確かに――いきなり八翼なんて見せられても困るだろう。大半は双翼なのだ。
首肯し、委員長の提案を受けいれる。
「分かった。だが、知っての通り俺は引退した身だ。お前達が思うような綺麗な【翼】じゃないのは事前に言っておく」
『はいっ!』
「……むー」
生徒達が元気よく返事をし、クレアは不満を零した。
……このお姫様に、どうにかして同年代の友人を作らないとな。
俺はそんなことを思いつつ、
「それじゃ――よっと」
『!?』
黒翼を形成し、急上昇した。
一回転。二回転。三回転。
急降下し、ふわり、と両手を握り締め合っている三枝と七夕の前へ降り立つ。
【翼】を消し、手をひらひら。
「こんな感じだ。ハハ……ボロボロで恥ずかしい限り」
『………………』
生徒達が黙り込み、言葉を喪っている。
唯一、クレアだけは「……この前、私が飛んだのと同じ……えへへ……」と頬をほんのりと染めているが……気まずい。
『その勇敢な少女の背には純白で清らかな翼あり』
【幻霊】との戦いが激化し、人々の中に恐怖が蔓延しつつあった頃、一枚の写真が世界中を駆け巡った。
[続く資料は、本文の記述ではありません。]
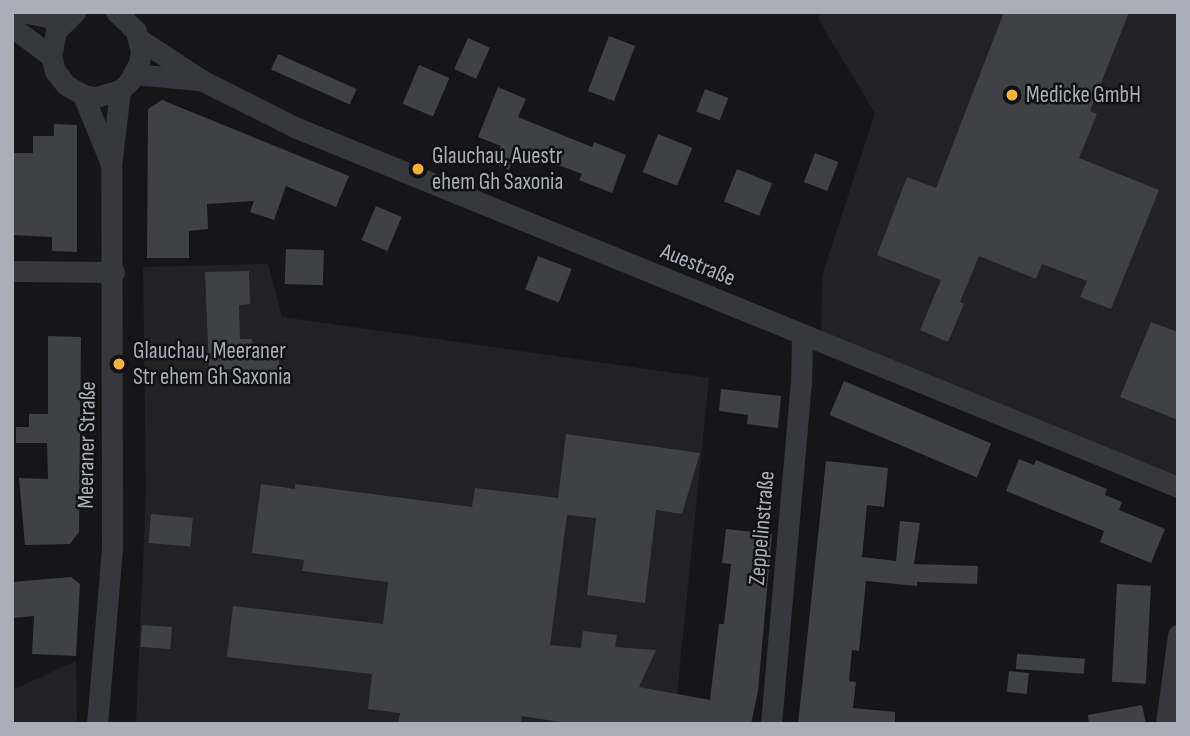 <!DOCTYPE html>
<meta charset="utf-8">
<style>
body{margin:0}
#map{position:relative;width:1190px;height:736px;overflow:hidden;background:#161618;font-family:"Sofia Sans Condensed",sans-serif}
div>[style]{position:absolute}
.built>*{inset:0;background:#222225}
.building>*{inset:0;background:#404145;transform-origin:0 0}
.minor>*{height:21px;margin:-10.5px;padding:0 10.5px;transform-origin:10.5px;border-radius:10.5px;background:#37383d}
.dots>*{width:19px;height:19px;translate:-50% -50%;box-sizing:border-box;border:4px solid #111113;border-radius:50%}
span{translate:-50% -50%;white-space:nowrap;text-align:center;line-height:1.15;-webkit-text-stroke:5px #111113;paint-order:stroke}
.poi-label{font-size:23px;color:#a8adb8}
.left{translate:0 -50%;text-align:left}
.street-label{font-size:23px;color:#a8adb8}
.frame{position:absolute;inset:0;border:14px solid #a8adb8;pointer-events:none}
</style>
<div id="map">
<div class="built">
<i style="clip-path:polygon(820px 12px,1178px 12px,1178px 485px,821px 344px,822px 276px,875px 113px,818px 19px)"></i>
<i style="clip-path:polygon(268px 264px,282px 317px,709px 378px,674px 724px,136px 724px,146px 490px,143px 267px)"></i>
<i style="clip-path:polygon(76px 661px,77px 724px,12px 724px,12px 690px)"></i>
</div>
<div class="building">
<i style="clip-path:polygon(1004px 12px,1129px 12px,1090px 111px,1097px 114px,1079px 158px,1159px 190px,1111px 309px,1080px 297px,1087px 281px,1042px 264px,1036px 279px,979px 256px,960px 302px,964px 304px,948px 342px,920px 330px,941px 280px,877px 255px,907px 177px,936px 188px)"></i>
<i style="left:609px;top:36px;width:28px;height:59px;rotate:21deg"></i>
<i style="left:468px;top:38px;width:24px;height:34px;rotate:24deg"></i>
<i style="left:278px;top:54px;width:86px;height:17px;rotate:24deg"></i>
<i style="left:419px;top:65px;width:33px;height:42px;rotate:23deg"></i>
<i style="clip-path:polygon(498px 87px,526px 99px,518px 117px,592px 147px,594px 142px,626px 155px,612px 193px,579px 180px,582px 174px,517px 149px,509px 170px,494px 163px,501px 146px,478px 137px)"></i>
<i style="left:705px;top:89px;width:25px;height:24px;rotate:21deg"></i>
<i style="clip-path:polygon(162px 100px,349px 176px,336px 207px,286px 186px,274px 220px,250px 212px,254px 201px,207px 204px,208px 229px,189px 231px,189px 258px,147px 258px,148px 109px)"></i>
<i style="clip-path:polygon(54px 124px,77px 125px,77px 252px,52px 251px,52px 237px,12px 235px,12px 153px,33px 153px,33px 136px,54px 136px)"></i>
<i style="left:658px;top:134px;width:37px;height:41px;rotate:22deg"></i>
<i style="left:815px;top:153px;width:25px;height:31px;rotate:21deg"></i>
<i style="left:737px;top:169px;width:38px;height:35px;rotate:22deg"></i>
<i style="left:376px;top:206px;width:28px;height:37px;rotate:23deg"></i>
<i style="left:286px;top:249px;width:38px;height:35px;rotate:2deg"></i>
<i style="left:538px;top:256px;width:36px;height:36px;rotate:21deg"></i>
<i style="clip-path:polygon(249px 271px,250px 304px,239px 305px,240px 339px,252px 339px,253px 350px,278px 349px,280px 372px,238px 377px,238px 369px,209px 370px,205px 272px)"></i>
<i style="clip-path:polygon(1151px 322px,1178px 332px,1178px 420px,1120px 397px)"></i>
<i style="clip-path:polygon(48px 336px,81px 337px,79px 532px,70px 544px,25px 545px,19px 478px,48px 479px,47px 443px,16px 443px,16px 427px,29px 427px,29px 414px,48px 414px)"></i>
<i style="left:844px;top:381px;width:160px;height:37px;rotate:23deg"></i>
<i style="clip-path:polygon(721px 389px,781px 396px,778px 428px,747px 424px,748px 415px,719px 411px)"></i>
<i style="clip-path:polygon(566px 434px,700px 453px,682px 514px,656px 510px,645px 603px,587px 595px,596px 518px,567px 515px,550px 645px,581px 648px,583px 631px,617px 635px,615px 647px,656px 650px,639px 687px,710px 700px,719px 624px,724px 624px,731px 564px,722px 563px,726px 529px,772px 534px,758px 691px,751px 724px,573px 724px,522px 716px,521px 724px,398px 724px,400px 713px,368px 709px,372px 674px,227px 657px,233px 606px,383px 624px,388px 582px,302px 571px,304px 560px,252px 553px,261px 484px,295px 489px,295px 484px,472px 507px,475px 488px,558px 498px)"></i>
<i style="clip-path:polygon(1019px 459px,1034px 465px,1036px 460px,1107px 489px,1105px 495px,1122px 502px,1119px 510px,1165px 529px,1151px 563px,1100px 542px,1104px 531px,1006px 491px)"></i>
<i style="clip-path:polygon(826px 461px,888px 468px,884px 507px,867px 505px,862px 557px,896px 561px,900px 521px,920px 523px,914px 564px,978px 566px,977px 584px,917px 582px,917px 586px,866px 581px,859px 651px,852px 650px,849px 681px,856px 682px,853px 708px,895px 712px,895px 724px,798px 724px)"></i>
<i style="left:151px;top:514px;width:42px;height:29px;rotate:5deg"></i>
<i style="clip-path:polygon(71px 577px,80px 584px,76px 656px,32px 654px,34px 616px,12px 618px,12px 582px)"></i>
<i style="left:1117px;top:584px;width:34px;height:98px;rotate:3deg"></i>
<i style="left:142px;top:625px;width:30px;height:22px;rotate:4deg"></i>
<i style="left:1017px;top:654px;width:68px;height:15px;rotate:4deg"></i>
<i style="left:1009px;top:671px;width:20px;height:21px;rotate:6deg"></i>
<i style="clip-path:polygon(1142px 705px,1146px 724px,1089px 724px,1088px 715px)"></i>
</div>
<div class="minor">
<i style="left:21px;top:12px;width:44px;rotate:10.5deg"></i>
<i style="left:75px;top:12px;width:27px;rotate:135deg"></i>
<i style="left:56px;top:31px;width:25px;rotate:101deg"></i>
<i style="left:51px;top:56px;width:16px;rotate:75deg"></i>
<i style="left:55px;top:71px;width:18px;rotate:52deg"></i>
<i style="left:66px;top:85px;width:20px;rotate:30deg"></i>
<i style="left:83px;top:95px;width:13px;rotate:9deg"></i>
<i style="left:96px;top:97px;width:25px;rotate:-16deg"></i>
<i style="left:120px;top:90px;width:12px;rotate:-42deg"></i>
<i style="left:129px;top:82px;width:21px;rotate:-62deg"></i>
<i style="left:139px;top:63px;width:11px;rotate:-80deg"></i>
<i style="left:141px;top:52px;width:22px;rotate:-103deg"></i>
<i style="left:136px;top:31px;width:28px;rotate:-136deg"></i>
<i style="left:12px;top:27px;width:49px;rotate:36.6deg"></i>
<i style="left:139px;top:39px;width:77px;rotate:33.3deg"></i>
<i style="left:203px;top:81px;width:105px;rotate:26.6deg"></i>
<i style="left:297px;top:128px;width:951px;rotate:22.17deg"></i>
<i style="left:135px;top:74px;width:63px;rotate:5.4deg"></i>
<i style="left:83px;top:95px;width:71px;rotate:67.8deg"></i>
<i style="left:12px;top:271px;width:102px;rotate:0.6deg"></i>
<i style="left:97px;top:724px;width:177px;rotate:-85.1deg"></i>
<i style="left:112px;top:548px;width:382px;rotate:-90.1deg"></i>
<i style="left:111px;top:166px;width:77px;rotate:-83.2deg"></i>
<i style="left:771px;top:724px;width:341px;rotate:-85deg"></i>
<i style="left:801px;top:384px;width:48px;rotate:-88.8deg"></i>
<i style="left:1166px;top:724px;width:90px;rotate:-82.3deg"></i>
</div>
<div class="dots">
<i style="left:1012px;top:95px;background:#f2b134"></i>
<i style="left:418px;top:169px;background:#f2b134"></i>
<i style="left:119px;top:364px;background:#f2b134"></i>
</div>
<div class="poi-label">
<span class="left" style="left:1026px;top:95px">Medicke GmbH</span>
<span class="left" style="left:432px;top:169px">Glauchau, Auestr<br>ehem Gh Saxonia</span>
<span class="left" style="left:133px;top:364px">Glauchau, Meeraner<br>Str ehem Gh Saxonia</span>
</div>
<div class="street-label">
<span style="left:698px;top:265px;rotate:22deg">Auestraße</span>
<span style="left:87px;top:445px;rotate:-89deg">Meeraner Straße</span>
<span style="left:762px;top:528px;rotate:-85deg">Zeppelinstraße</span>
</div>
<div class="frame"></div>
</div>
以来――【戦乙女】と美しい翼はセットと語られている。
重傷を負って戦えなくなった者や、魔力が減衰した者はいても……俺みたいに、翼が漆黒に染まった者はいない。
【
生徒達へ話しかける。
「あまり参考ならなくて、すまん。コツは【A.G】を背中に展開させるイメージをもつことだ。自転車と同じで、出来れば一生忘れない。今日は、まずその感覚を掴むことを目標に――」
「……風倉教官」「……教官」『…………』
「お、おお?」
三枝と七夕、皆が真剣な表情で俺へ、一歩近寄ってきた。
――そこにあるのは強い決意。
少女達が踵を打ちならし、見事な敬礼。
「教官の分まで、今度は私達が戦いますっ!」
「…………翼、ボロボロでした。あんなに……あんなになるまで…………」
「頑張ります!」「凄く気合が入りましたっ!」「教官を戦わせないようにしますっ! ねっ?」「うんっ!」
「お、おお……が、頑張ってくれ」
気迫に押され、俺は後退りながら頷いた。
すると、三枝が「さ、みんな、訓練を開始しましょうっ!」と号令を出し、各自訓練場に散っていった。
……いや、本当に女は分からんな。
独り残ったクレアが俺へジト目。
「……バカ。鈍感。どーせ『気持ち悪い』って言われると思っていたんですよね? いい加減自覚してください。あの子達にとって、風倉樹は正真正銘の英雄なんですよ?」
「……そう言われてもなぁ。で? お前はどうして誰とも組んでないんだ?」
「…………必要」「三枝、七夕、天羽を入れてやってくれ」
「は、はーい」「……教官が仰るなら」
「!?!! 樹さん!?」
「風倉教官、だ」
激しく動揺する少女を見下ろし、訂正させる。
――まぁ、一歩一歩だ。
面倒事は大人達が解決すればいいのだから。
クレアと視線を合せる。
「いいか? 強いだけの【戦乙女】になるな。意味は理解出来るな?」
「…………はい。柊も言っていましたから」
「よろしい。なら――」
俺は少女の背中を軽く押した。
耳元で囁く。
「(頑張って来い。今週の週末、天羽家に顔を出す時は付き合ってやるから)」
「(! 了解、でーす)……えへへ♪」
あっという間に上機嫌になったクレアは、意気揚々と歩いて行った。
――先の【海月】。
見つかった後、無理矢理、侵攻すれば島内に辿り着けた可能性があった。
にも拘わらず、真正面から戦闘を挑んで来た。
つまり……七夕と睨み合ってクレアを見やる。
「目的が一つとは限らない、か」
俺は小さく小さく零し、空を見上げた。厄介だ。本当に。
それでも――俺がすべきことは何一つとして変わらない。
戦えなくなったのなら、次代の【戦乙女】を守り、育てる。
うん、変わらないな。単純でいい。
クレアが俺の名前を呼んだ。
「いつ――こほんこほん。風倉教官。この分からず屋な副委員長を諭してください!」
「はぁ?」「し、志穂。お、落ち着いて」
早くもぶつかっているようだ。
俺は肩を竦め、三人の下へあと歩き出した。